====== EXTRACTED MATERIAL

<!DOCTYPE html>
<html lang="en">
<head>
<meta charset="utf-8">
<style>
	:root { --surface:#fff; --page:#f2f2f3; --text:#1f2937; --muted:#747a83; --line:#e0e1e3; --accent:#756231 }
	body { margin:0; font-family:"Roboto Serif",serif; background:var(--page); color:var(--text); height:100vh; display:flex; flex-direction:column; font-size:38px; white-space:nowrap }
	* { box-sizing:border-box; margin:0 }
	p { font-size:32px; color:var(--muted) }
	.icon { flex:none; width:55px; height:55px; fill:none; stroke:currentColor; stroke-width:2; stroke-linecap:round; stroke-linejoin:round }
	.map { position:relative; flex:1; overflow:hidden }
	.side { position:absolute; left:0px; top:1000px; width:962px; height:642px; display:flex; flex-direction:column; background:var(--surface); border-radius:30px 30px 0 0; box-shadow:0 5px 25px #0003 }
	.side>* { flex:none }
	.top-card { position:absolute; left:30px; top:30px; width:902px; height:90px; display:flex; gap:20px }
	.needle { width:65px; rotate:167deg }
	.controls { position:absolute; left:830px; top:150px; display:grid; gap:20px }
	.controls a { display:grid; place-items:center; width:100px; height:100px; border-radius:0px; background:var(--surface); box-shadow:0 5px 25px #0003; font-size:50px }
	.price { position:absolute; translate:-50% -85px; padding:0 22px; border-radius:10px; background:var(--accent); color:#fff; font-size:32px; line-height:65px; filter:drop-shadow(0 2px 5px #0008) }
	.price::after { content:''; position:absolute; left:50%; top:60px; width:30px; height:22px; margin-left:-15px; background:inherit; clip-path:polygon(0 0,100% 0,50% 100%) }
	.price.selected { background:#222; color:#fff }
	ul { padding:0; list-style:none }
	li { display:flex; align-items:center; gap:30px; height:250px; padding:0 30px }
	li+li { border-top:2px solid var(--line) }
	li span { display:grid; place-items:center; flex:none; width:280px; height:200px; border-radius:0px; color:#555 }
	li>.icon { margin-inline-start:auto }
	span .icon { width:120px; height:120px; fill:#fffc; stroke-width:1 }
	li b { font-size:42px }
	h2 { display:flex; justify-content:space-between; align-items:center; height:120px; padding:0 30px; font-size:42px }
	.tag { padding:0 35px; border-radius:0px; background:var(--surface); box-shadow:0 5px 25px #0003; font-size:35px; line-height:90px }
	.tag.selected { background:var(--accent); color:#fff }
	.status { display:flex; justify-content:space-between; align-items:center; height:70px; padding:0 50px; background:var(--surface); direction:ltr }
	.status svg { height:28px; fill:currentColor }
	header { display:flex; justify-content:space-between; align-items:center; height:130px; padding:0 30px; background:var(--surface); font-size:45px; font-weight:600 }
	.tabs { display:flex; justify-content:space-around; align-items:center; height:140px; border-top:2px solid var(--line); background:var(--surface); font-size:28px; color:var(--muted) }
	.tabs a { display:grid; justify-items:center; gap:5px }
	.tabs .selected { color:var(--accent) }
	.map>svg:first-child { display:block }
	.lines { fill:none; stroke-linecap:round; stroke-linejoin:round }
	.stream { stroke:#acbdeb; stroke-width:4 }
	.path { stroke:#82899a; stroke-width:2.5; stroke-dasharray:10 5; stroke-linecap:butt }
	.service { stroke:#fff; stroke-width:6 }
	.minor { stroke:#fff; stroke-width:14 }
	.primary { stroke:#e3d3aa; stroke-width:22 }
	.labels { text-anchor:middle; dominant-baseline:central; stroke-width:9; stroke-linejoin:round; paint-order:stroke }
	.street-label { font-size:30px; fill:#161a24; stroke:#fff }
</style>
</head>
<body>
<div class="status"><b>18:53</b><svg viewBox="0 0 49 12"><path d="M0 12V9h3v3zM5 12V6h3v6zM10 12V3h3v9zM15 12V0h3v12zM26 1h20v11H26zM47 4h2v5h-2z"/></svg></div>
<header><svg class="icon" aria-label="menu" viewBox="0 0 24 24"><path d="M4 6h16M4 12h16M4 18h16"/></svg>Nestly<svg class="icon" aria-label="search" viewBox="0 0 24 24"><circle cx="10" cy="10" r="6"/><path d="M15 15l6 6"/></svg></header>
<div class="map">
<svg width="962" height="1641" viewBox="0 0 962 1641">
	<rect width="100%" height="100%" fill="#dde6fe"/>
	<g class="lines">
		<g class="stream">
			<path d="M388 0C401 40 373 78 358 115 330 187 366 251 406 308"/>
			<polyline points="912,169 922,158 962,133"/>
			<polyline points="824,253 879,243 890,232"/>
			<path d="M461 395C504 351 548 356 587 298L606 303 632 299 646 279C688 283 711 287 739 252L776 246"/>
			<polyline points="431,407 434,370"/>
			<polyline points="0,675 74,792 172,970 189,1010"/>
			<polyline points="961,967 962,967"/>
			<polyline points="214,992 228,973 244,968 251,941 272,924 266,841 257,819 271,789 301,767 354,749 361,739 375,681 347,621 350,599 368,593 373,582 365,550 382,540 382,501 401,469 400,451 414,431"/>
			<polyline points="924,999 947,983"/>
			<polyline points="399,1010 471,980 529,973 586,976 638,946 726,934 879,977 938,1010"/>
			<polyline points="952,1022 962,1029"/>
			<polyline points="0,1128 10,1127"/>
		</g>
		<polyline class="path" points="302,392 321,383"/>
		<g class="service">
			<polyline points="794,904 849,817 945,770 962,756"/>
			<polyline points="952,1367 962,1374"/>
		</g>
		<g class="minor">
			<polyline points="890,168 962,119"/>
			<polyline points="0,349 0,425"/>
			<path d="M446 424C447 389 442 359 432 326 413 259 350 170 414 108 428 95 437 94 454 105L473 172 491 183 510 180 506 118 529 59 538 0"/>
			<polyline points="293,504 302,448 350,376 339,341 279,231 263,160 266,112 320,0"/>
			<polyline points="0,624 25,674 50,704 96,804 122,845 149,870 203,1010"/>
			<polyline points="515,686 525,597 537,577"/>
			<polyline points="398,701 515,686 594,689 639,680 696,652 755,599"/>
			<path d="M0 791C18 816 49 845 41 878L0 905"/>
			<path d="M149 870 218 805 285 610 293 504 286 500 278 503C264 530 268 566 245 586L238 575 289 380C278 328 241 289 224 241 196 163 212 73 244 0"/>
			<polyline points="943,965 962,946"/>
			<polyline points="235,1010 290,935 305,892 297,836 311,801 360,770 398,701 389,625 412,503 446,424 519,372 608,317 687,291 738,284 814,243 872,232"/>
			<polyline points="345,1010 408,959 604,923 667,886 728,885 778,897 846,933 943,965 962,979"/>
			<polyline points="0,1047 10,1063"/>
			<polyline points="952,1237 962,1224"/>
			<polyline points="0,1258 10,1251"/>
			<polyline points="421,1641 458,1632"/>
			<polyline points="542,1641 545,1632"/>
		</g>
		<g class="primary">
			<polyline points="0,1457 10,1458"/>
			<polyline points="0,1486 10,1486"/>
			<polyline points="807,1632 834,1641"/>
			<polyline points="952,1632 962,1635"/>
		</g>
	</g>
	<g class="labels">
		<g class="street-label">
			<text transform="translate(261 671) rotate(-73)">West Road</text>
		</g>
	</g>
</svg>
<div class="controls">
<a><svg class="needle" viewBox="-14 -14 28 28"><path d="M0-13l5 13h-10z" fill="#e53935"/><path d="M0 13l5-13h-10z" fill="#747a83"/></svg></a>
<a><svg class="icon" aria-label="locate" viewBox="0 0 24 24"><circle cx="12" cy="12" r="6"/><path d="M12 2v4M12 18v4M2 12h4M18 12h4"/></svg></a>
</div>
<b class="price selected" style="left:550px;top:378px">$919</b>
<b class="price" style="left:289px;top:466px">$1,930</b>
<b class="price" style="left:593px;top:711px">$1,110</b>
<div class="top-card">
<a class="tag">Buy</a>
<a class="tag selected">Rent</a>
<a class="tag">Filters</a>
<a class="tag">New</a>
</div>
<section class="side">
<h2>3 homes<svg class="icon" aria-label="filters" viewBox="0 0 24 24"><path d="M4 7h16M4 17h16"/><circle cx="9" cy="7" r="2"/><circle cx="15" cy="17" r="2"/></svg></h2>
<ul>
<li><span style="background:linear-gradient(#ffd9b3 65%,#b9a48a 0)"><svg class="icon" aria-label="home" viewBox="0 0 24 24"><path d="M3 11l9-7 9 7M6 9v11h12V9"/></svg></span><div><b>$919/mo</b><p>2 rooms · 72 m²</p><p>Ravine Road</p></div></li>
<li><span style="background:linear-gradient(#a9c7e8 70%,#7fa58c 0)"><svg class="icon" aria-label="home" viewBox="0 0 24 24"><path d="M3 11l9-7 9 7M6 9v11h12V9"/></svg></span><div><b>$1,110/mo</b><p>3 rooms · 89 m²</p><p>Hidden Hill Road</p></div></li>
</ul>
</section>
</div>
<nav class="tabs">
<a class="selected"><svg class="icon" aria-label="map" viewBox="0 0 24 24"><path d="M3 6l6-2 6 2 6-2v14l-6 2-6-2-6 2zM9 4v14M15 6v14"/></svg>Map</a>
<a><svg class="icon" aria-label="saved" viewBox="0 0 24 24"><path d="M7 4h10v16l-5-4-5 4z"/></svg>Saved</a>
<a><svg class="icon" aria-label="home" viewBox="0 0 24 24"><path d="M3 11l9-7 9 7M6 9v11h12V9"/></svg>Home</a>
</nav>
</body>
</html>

============

(WHAT IS EXPECTED) In the entries above, the lines between the one holding "display:grid; place-items:center; width:100px;" and the one holding "justify-content:space-between; align-items:center; height:130px;", inclusive, are to be printed exactly as written, and those alone.

(RESPONSE TO THIS EXERCISE)
	.controls a { display:grid; place-items:center; width:100px; height:100px; border-radius:0px; background:var(--surface); box-shadow:0 5px 25px #0003; font-size:50px }
	.price { position:absolute; translate:-50% -85px; padding:0 22px; border-radius:10px; background:var(--accent); color:#fff; font-size:32px; line-height:65px; filter:drop-shadow(0 2px 5px #0008) }
	.price::after { content:''; position:absolute; left:50%; top:60px; width:30px; height:22px; margin-left:-15px; background:inherit; clip-path:polygon(0 0,100% 0,50% 100%) }
	.price.selected { background:#222; color:#fff }
	ul { padding:0; list-style:none }
	li { display:flex; align-items:center; gap:30px; height:250px; padding:0 30px }
	li+li { border-top:2px solid var(--line) }
	li span { display:grid; place-items:center; flex:none; width:280px; height:200px; border-radius:0px; color:#555 }
	li>.icon { margin-inline-start:auto }
	span .icon { width:120px; height:120px; fill:#fffc; stroke-width:1 }
	li b { font-size:42px }
	h2 { display:flex; justify-content:space-between; align-items:center; height:120px; padding:0 30px; font-size:42px }
	.tag { padding:0 35px; border-radius:0px; background:var(--surface); box-shadow:0 5px 25px #0003; font-size:35px; line-height:90px }
	.tag.selected { background:var(--accent); color:#fff }
	.status { display:flex; justify-content:space-between; align-items:center; height:70px; padding:0 50px; background:var(--surface); direction:ltr }
	.status svg { height:28px; fill:currentColor }
	header { display:flex; justify-content:space-between; align-items:center; height:130px; padding:0 30px; background:var(--surface); font-size:45px; font-weight:600 }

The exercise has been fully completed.